Below is a listing; write it out exactly and drop any images from it.
⁂
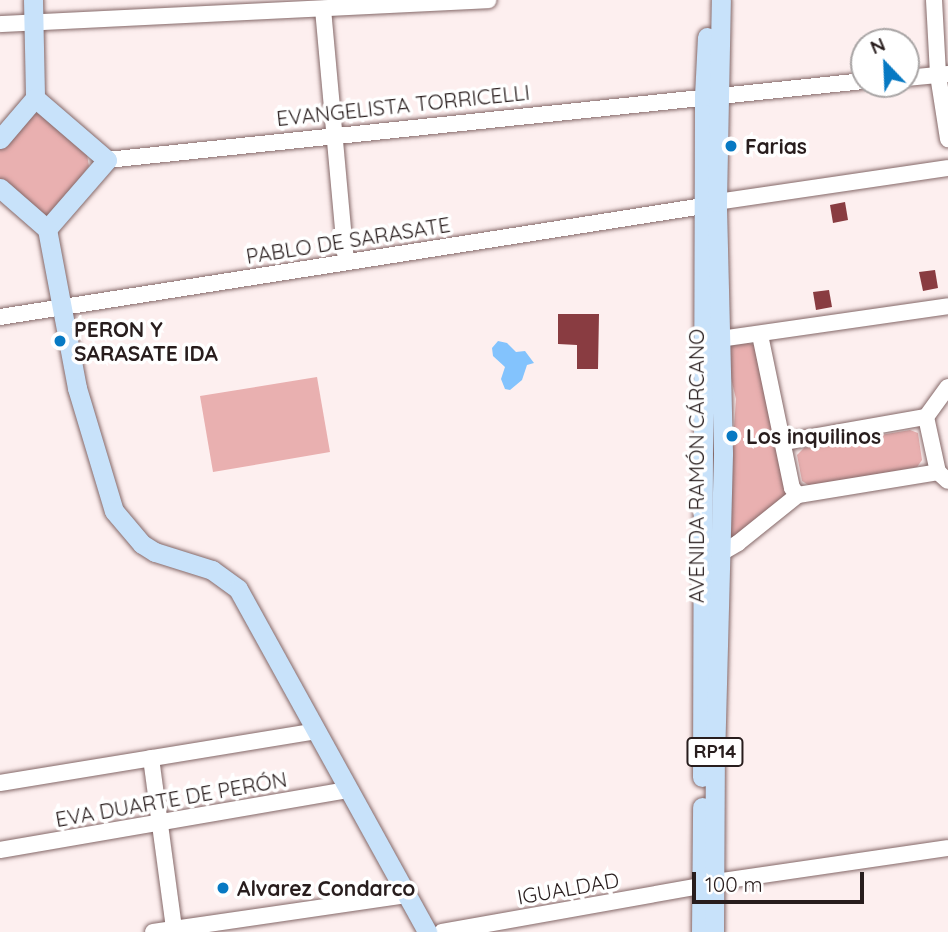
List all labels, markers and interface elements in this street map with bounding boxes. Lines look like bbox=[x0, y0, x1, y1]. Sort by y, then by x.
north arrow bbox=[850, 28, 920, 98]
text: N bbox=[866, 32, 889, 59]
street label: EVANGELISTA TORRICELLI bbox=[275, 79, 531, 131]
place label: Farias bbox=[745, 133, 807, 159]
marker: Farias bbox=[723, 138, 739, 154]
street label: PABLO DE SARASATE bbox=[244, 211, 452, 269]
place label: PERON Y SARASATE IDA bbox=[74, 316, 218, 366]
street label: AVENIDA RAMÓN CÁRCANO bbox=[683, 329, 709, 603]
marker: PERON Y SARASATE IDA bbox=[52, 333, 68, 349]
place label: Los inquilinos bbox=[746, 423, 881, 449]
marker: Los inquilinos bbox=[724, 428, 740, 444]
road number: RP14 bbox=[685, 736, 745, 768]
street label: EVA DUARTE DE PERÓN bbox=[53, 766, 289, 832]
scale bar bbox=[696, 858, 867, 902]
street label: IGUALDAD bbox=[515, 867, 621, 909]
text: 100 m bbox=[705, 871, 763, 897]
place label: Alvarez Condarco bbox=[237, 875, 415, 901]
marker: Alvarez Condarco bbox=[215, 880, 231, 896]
⁂
• Your solution
List all labels, markers and interface elements in this street map with bounding boxes. Lines look like bbox=[x0, y0, x1, y1]. Sort by y, then by x.
north arrow bbox=[850, 28, 920, 98]
text: N bbox=[866, 32, 889, 59]
street label: EVANGELISTA TORRICELLI bbox=[275, 79, 531, 131]
place label: Farias bbox=[745, 133, 807, 159]
marker: Farias bbox=[723, 138, 739, 154]
street label: PABLO DE SARASATE bbox=[244, 211, 452, 269]
place label: PERON Y SARASATE IDA bbox=[74, 316, 218, 366]
street label: AVENIDA RAMÓN CÁRCANO bbox=[683, 329, 709, 603]
marker: PERON Y SARASATE IDA bbox=[52, 333, 68, 349]
place label: Los inquilinos bbox=[746, 423, 881, 449]
marker: Los inquilinos bbox=[724, 428, 740, 444]
road number: RP14 bbox=[685, 736, 745, 768]
street label: EVA DUARTE DE PERÓN bbox=[53, 766, 289, 832]
scale bar bbox=[696, 858, 867, 902]
street label: IGUALDAD bbox=[515, 867, 621, 909]
text: 100 m bbox=[705, 871, 763, 897]
place label: Alvarez Condarco bbox=[237, 875, 415, 901]
marker: Alvarez Condarco bbox=[215, 880, 231, 896]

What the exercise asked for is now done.